Subieron a la segunda planta y los guio hasta la habitación 25, la nueva guarida de la yaya Berta. Curioso número en esa familia, pues Berta fue madre a esa edad. La misma con la que su hija Valentina tuvo a Ágata y Dania nació justo el día que su madre cumplió los veinticinco un 25 de septiembre.
—Vaya, la señora Rosita no está —dijo Matilde del Valle—. Debe de estar en el gimnasio, no falla ni un día. ¿Qué le parece su cuarto, señora Berta? —le preguntó a la yaya.
—Es muy bonito y tiene mucha luz, pero huele raro. ¿No oléis algo raro, como a rancio? —les preguntó.
—No. Yo no huelo nada —dijo Juan, su yerno. Estaban todos metidos en la habitación, ellos siete más la directora, callados y con una sonrisa forzada que intentaba disimular lo evidente.
—¡Veamos las vistas! —exclamó Malena cambiando de tema. Los apartó para hacerse paso y descorrió las cortinas. Salieron todos a la terraza entre pequeños empujones. Al fondo, muy al fondo, se veía el mar. Tan solo había que ignorar la visión de la autovía y la de los bloques de apartamentos aglutinados frente a ella. Saltando esa primera imagen, se quedaba el mar compartiendo escenario con el cielo azul de ese sábado de principios de junio.
—Esta es la llave de su armario —dijo Matilde del Valle entregándosela a Ágata y regresó a la habitación—. Sus cositas ya están dentro bien dispuestas. Debo informarles de que no está permitido guardar comida en los armarios. Obsequios tipo bombones, galletas u otro tipo de alimentos deberán ponerlos en este aparador, a la vista —dijo señalando un mueble con puertas de cristal y sin cerradura—. No queremos bichos ni cosas caducadas que puedan provocar malas digestiones, ¿verdad, señora Berta?

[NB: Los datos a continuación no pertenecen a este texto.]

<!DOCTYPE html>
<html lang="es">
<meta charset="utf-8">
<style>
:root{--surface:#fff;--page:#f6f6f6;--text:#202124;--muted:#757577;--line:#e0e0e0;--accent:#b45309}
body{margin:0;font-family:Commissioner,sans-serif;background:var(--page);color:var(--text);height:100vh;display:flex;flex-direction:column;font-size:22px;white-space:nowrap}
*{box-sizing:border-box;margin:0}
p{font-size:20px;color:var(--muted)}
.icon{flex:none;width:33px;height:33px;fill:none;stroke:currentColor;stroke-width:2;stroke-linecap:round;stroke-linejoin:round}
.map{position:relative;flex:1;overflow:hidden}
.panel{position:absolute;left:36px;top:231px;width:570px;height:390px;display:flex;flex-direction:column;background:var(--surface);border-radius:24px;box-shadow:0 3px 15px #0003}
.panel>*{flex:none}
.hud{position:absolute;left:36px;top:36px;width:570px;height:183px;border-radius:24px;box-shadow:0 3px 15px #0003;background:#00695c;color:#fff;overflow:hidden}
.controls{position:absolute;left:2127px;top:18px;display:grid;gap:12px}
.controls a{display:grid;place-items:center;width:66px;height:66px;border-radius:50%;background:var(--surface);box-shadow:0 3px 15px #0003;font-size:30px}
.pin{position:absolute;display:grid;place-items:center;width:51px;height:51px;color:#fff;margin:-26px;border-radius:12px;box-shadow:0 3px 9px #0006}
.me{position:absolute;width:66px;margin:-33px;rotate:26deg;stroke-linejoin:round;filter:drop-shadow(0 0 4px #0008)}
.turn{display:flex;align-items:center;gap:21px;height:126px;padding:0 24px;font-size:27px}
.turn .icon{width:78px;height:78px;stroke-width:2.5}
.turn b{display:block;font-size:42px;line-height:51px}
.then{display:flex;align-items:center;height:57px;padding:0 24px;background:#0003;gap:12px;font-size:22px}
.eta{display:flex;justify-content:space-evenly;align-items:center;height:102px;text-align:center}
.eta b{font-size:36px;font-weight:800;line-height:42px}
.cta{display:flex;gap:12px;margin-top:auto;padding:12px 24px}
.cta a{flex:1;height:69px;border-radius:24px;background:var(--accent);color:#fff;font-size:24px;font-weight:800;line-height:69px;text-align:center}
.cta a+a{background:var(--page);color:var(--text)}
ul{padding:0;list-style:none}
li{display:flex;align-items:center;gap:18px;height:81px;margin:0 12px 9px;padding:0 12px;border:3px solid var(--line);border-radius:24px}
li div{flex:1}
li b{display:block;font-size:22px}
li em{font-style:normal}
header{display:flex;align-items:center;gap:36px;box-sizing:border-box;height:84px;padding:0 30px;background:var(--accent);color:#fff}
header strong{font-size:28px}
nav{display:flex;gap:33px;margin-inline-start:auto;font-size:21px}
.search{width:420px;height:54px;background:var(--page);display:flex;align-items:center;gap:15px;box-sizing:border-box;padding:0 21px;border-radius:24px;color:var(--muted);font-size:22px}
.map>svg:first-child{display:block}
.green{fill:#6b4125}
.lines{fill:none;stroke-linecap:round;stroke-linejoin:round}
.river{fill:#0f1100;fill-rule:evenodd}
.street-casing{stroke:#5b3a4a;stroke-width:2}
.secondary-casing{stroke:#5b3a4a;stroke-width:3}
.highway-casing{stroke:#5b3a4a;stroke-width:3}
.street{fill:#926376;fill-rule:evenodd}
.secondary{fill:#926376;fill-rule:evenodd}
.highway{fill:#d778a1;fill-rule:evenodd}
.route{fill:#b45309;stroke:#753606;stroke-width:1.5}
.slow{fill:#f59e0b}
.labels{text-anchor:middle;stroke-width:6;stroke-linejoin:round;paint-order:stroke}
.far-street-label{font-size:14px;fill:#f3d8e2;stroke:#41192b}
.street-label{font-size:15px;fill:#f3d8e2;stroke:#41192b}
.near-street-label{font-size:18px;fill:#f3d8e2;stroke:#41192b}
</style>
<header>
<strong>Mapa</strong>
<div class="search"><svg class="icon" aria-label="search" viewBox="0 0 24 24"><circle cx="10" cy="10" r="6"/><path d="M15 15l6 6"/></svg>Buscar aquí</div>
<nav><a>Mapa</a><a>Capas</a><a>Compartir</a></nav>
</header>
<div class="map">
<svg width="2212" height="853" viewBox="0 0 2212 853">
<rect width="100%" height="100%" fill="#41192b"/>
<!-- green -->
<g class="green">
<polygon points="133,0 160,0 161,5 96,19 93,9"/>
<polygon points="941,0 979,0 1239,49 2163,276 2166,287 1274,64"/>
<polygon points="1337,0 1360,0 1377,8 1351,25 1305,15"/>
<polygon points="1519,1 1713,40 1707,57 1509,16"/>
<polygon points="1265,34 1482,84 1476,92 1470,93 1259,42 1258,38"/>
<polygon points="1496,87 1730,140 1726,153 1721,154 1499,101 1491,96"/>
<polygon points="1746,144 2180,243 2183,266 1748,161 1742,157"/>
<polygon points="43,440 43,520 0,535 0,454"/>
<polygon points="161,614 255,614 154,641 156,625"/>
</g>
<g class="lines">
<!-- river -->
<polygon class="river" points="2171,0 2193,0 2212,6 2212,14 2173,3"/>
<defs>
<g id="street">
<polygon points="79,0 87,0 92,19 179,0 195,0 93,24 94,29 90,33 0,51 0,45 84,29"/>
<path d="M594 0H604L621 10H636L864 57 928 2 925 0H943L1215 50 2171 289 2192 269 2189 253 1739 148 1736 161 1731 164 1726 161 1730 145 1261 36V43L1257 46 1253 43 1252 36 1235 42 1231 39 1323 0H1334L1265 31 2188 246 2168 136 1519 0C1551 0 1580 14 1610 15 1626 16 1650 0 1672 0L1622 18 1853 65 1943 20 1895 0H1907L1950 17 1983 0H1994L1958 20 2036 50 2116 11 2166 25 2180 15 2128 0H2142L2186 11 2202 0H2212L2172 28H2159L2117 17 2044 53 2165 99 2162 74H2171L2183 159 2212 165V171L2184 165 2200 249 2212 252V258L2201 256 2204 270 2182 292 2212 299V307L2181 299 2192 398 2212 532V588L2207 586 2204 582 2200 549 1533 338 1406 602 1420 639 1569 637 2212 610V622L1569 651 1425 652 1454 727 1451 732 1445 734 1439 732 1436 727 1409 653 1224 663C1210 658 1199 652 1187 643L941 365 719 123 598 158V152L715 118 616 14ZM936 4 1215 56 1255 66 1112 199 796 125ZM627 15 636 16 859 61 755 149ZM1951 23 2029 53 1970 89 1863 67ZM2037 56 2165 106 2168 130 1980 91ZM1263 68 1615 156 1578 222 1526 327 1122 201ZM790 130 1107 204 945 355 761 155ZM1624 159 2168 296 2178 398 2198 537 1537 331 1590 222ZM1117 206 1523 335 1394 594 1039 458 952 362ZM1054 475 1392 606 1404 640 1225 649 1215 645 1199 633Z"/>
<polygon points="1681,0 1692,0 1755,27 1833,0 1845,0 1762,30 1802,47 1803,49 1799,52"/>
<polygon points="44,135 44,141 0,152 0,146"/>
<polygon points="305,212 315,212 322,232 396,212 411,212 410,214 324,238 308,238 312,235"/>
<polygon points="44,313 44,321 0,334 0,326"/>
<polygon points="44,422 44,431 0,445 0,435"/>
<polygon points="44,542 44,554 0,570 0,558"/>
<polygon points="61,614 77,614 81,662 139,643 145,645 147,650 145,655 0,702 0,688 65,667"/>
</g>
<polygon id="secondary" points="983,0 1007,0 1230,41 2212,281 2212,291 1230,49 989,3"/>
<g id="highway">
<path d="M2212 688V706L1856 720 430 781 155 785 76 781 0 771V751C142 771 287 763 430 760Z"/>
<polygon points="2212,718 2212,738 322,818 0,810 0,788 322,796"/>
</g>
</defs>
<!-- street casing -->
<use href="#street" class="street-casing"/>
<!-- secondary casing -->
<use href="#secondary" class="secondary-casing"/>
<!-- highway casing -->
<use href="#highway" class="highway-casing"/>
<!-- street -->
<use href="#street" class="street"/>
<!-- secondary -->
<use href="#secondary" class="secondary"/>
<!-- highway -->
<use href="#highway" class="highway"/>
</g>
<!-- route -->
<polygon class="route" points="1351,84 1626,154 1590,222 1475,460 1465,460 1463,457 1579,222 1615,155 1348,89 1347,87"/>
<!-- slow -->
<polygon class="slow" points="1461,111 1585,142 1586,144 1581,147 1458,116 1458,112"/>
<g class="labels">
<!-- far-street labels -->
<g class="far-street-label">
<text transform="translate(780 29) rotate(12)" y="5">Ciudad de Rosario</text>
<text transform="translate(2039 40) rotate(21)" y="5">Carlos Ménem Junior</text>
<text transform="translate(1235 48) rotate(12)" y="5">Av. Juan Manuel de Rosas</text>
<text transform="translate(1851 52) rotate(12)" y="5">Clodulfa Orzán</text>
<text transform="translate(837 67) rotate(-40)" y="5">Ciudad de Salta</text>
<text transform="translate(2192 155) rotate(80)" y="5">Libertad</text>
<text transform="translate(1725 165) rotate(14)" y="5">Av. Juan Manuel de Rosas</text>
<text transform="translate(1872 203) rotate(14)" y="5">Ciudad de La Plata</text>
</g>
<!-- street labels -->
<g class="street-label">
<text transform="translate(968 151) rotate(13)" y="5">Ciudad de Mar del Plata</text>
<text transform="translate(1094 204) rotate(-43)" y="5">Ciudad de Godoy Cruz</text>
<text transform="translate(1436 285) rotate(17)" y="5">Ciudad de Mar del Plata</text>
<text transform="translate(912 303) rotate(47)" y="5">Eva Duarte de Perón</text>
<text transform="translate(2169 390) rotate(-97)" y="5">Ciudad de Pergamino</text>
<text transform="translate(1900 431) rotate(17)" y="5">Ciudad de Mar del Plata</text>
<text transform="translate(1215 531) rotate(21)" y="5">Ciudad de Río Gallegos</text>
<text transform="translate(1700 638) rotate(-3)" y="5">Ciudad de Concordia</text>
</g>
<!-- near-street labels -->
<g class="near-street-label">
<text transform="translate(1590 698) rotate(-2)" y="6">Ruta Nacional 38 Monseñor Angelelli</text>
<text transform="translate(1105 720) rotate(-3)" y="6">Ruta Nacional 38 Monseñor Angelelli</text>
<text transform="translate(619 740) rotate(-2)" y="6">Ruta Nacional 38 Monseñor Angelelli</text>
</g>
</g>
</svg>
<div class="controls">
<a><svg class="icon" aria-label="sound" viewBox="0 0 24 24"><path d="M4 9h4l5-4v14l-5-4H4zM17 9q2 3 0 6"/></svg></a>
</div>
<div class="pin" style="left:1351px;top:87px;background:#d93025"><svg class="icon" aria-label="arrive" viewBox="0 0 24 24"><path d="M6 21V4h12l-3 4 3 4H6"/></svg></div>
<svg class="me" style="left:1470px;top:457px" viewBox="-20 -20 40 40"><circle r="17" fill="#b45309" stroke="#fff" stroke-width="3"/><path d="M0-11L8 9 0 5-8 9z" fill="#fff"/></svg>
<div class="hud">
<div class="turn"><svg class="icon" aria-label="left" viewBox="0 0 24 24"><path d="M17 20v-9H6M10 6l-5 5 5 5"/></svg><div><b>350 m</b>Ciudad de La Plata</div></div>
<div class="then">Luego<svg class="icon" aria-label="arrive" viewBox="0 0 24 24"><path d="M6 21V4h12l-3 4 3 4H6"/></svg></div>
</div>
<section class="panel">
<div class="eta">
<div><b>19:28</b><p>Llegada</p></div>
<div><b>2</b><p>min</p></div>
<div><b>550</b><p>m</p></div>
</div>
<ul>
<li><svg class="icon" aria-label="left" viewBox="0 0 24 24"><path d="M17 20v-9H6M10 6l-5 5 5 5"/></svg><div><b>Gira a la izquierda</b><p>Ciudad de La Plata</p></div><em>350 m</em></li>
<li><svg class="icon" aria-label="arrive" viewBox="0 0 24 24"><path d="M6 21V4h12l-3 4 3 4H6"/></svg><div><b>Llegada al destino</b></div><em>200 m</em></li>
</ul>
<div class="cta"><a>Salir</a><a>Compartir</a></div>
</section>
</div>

—Toma, bonita —dijo la yaya Berta entregando un billete de cinco euros recién sacado de su monedero a Matilde del Valle—. Para que te tomes algo cuando salgas del trabajo. Eres muy simpática.
—No, señora Berta, no debe darme nada —se afanó en decir la directora mientras rechazaba el dinero y retrocedía marcha atrás hacia la puerta.
Se despidió ruborizada ofreciéndoles un poco de intimidad para que la yaya se instalara y pudiesen hablar con ella. Quedaron en verse en su despacho antes de salir a comer.
—Aquí no cabremos todos para dormir —dijo Berta al ver solo dos camas.
—Bueno —se adelantó Eduardo antes de que nadie dijera nada—, Dania y yo nos vamos al jardín. Me han dicho que en el lago hay peces y tortugas, si quieres pedimos un poco de pan y les damos de comer. ¿Te apetece? —le preguntó a su hija.
—Tengo trece años, papá. Pero si te hace ilusión te acompaño y miro cómo das tú de comer a las tortugas —le respondió Dania con cara de aburrimiento.
—Yo me apunto —dijo Malena.
—Y yo —dijo Juan, oliéndose que se acercaba el momento de hablar seriamente con su suegra. Se quedaron Valentina y Ágata con ella.